Michael Barone captures the sense to which the Obama presidency constitutes passing the torch to a new generation. Bush 43 and Clinton, both born in 1946—Baby Boomer Year One—governed for 16 years, and represent the two halves of that badly divided generation. Obama, Barone says, “born in 1961, is technically a baby boomer. But his early years were straight out of Generation X—abandoned by his father and, for a time, his mother; experimentation with drugs; a sense of drifting.”

Obama wants to move America beyond Boomer divisions. His goal has the younger generation’s strongest support. It's a fact.
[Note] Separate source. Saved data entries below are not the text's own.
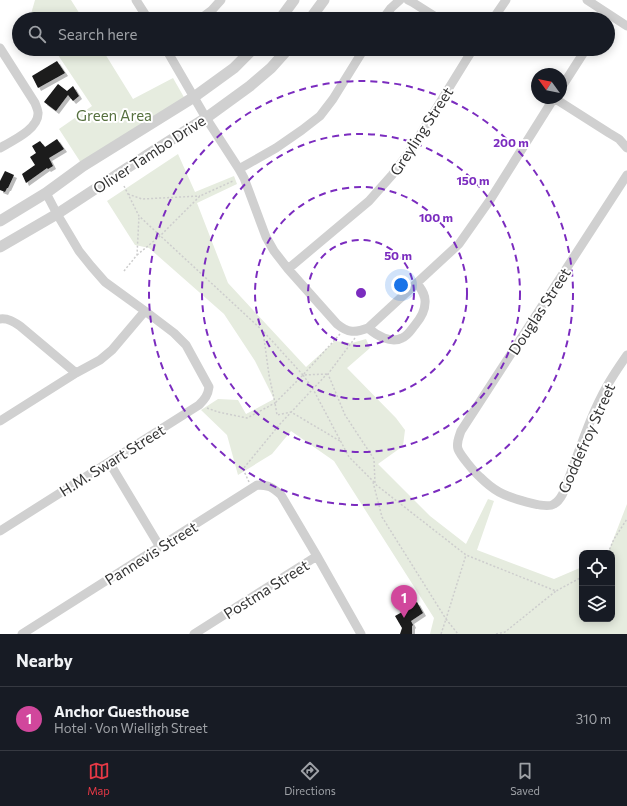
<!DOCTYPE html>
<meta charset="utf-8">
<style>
:root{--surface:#171b24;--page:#242831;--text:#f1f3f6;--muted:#9ea1a6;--line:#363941;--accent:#e63946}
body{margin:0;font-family:Commissioner,sans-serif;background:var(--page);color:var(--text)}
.controls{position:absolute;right:12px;bottom:12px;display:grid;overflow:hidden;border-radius:8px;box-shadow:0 2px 10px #0003}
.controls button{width:36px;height:36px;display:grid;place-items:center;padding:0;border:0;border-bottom:1px solid var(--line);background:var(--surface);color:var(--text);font:20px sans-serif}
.compass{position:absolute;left:531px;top:68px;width:36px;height:36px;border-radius:50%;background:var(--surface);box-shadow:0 2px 10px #0003;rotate:303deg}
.you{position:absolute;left:401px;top:285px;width:14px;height:14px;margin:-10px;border:3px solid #fff;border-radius:50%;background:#1a73e8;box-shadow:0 0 0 6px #1a73e833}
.badge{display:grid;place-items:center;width:26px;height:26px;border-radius:50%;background:var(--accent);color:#fff;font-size:13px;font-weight:700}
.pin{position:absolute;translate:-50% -33px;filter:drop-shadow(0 1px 2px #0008)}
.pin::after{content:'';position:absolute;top:21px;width:14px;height:12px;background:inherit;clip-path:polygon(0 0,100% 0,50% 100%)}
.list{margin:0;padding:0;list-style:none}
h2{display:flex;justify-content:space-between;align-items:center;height:52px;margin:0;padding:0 16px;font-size:17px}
h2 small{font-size:13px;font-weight:400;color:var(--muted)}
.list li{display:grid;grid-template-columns:26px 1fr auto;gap:12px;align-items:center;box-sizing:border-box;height:64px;padding:0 16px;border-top:1px solid var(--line)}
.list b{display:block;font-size:15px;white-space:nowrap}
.list p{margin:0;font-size:13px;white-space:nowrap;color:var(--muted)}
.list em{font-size:13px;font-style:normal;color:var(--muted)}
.icon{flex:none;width:22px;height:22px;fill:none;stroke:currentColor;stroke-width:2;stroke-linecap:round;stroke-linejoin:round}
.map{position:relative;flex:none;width:627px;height:634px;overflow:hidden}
.search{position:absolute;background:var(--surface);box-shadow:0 2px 10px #0003;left:12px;right:12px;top:12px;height:44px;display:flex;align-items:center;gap:10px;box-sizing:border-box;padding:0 14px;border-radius:22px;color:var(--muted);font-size:15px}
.sheet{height:116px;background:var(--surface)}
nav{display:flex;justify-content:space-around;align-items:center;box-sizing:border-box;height:56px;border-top:1px solid var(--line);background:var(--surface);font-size:11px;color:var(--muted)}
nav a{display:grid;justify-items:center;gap:2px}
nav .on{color:var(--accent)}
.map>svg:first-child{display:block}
.green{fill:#e6ecdf}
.building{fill:#1a1a1a;filter:url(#shadow)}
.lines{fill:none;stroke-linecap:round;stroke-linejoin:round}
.path{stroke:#cdcdcd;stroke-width:1.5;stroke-dasharray:2 2;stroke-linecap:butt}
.minor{stroke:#d0d0d0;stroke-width:9}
.tertiary{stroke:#d0d0d0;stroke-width:11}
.ring{fill:none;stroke:#7b2cbf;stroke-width:2;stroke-dasharray:7 5}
.labels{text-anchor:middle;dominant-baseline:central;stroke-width:4;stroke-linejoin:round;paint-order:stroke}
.park-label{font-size:15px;fill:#56703f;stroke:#fff}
.street-label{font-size:15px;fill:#333;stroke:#fff}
.centre{fill:#7b2cbf;stroke:#fff;stroke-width:2}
.ring-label{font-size:12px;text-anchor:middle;font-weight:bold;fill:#7b2cbf;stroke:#fff;stroke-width:4;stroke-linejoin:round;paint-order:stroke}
</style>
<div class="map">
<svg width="627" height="634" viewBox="0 0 627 634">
<defs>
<filter id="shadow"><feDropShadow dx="3" dy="3" stdDeviation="0" flood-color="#0004"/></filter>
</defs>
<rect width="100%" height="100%" fill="#fff"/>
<path class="green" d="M35,0H71L83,19H34L31,14Z
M54,49H102L133,99L173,78L185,99L81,163L59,129L92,106Z
M178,154L195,192L234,176L237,184L197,203L228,283L306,367L335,341L352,343L366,339L370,348L347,368L396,418L405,430L403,446L378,464L430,516L466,544L488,499L494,501L477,550L554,579L582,567V619H612V553H608L627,504V634H430L434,618L334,461L291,431L272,454L238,475L227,435L201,410L218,399L238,400L246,414L274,399L255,361L224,314L149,248L135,245L107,201Z"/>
<path class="building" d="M57,61L65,73L38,88L32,76Z
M58,84L67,91L73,86L79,96L73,101L68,95L56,111L44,102Z
M57,139L64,149L49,158L53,166L48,169L47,168L26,183L22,174L35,165L30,157L36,153L32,146L40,141L45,147Z
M5,171L14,175L8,188H7L5,192L0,190V181Z
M417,602L423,613L411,621L413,625L412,626V634H400L402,628L395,616L404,611L402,608L409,604L410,606Z"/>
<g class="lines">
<path class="path" d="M124,186L139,216L263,331L303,375L328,374
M128,194L142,199L200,196
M137,255L160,236L200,196L233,181
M124,271L137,255L139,216
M340,334L303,375L275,403L277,415L291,412L340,441
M355,338L328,374L345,415L374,459L375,484L466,555L556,591L582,577
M303,375L313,389L349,457L374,482
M207,408L218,412L247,418L275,403L269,375L263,331
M249,482L243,469L280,424L327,374
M373,482L382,517L446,619L466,555
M608,553L614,539L627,519
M446,619L458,634
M441,634L446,619
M496,634L505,632L556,591"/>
<path class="minor" d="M136,0L148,19
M408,0L412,2L439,19
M587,0L627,26
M200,19L212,10L221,0
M383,19L391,8L400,0
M493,19L506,0
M0,48L35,103C36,106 38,110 38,113C39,129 12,141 0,148
M166,49L206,118L239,169L244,178L266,237L274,251L288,269L337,324C348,333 355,333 368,328L459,244L490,200L554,98
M561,88L586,49
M554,98L609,133L619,139L627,148
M239,169L276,148L302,130L320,116L333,99L364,49
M627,175L461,431C459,437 456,443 458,449C460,455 475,473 480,477C486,483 492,488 499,492C508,497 546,510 554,504C563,499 566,485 570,475C581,446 591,414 607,386C613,375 620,365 627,355
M288,269L369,201L392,175L410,151L473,49
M0,319C8,318 14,322 20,326L76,373
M368,328C376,335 391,344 402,338C408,336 411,330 415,325C420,319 425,310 425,303C426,295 421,289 417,283
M0,421L76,373L100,360L112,350L145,311
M109,462L160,547
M0,531L199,405C205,399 208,395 209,387L186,345L174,333L145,311L105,282L91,266L79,251L57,214L46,193
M22,634L257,485C269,485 272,487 281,495L317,556L361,634
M194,634L317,556"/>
<path class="tertiary" d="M280,19L294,0
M310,19L324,0
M0,221L46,193L83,166L194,97L234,68L253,49
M0,247L57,214L150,153L206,118L250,86L271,68L288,49"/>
</g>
<g class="ring">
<circle cx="361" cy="293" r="53"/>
<circle cx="361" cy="293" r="106"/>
<circle cx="361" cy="293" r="159"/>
<circle cx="361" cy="293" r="212"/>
</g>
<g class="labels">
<g class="park-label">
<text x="114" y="115">Green Area</text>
</g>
<g class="street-label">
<text transform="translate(421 131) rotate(-57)">Greyling Street</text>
<text transform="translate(149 154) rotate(-33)">Oliver Tambo Drive</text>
<text transform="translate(539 311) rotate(-57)">Douglas Street</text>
<text transform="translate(586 438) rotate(-66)">Goddefroy Street</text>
<text transform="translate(112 460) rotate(-32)">H.M. Swart Street</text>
<text transform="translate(151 553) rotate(-32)">Pannevis Street</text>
<text transform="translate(266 589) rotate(-32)">Postma Street</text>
</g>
</g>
<circle cx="361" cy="293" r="6" class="centre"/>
<g class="ring-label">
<text x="511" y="147">200 m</text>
<text x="473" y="185">150 m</text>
<text x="436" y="222">100 m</text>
<text x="398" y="260">50 m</text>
</g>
</svg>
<div class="controls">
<button><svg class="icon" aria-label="locate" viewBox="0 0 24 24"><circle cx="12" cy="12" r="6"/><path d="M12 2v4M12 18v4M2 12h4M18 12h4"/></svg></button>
<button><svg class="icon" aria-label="layers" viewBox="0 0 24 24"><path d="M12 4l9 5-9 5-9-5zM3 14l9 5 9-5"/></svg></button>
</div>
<svg class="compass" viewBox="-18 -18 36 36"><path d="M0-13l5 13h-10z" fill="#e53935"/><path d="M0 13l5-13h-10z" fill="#9ea1a6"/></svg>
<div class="you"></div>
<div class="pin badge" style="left:404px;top:618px;background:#d1479c">1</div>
<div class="search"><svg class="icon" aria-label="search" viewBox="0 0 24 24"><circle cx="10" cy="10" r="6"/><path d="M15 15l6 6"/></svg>Search here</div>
</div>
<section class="sheet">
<h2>Nearby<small></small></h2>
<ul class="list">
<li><span class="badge" style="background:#d1479c">1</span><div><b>Anchor Guesthouse</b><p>Hotel · Von Wielligh Street</p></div><em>310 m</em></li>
</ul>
</section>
<nav>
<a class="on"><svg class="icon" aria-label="map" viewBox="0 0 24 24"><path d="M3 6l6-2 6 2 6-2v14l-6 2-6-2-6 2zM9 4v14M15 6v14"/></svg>Map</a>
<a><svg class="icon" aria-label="directions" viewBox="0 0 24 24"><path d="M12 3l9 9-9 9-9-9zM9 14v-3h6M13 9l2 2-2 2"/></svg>Directions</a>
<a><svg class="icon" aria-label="saved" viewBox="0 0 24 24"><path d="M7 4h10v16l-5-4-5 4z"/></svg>Saved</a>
</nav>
Barone has found that:

The constituency Obama assembled during his campaign has a decided new-generational tilt. The Edison-Mitofsky exit poll tells us that Obama carried voters under age 30 by a margin of 66% to 32%. On the flip side, by my calculation, he won voters 30 and over by just 50% to 49%. That means that he won by a larger percentage among young voters than any president, and that among [older] voters . . . he may or may not have carried . . . a majority of electoral votes.

1 comment:

ConnectingTheDots said...

Obama is not a Boomer or Xer. As many nationally influential voices have repeatedly noted, he is part of Generation Jones, born 1954-1965, between the Boomers and Generation X. Google Generation Jones, and you'll find that many top commentators from many top publications and networks (New York Times, Time magazine, NBC, Newsweek, ABC, etc.) are using that term now, and are specifically referring to Obama, born in 1961, as part of Generation Jones.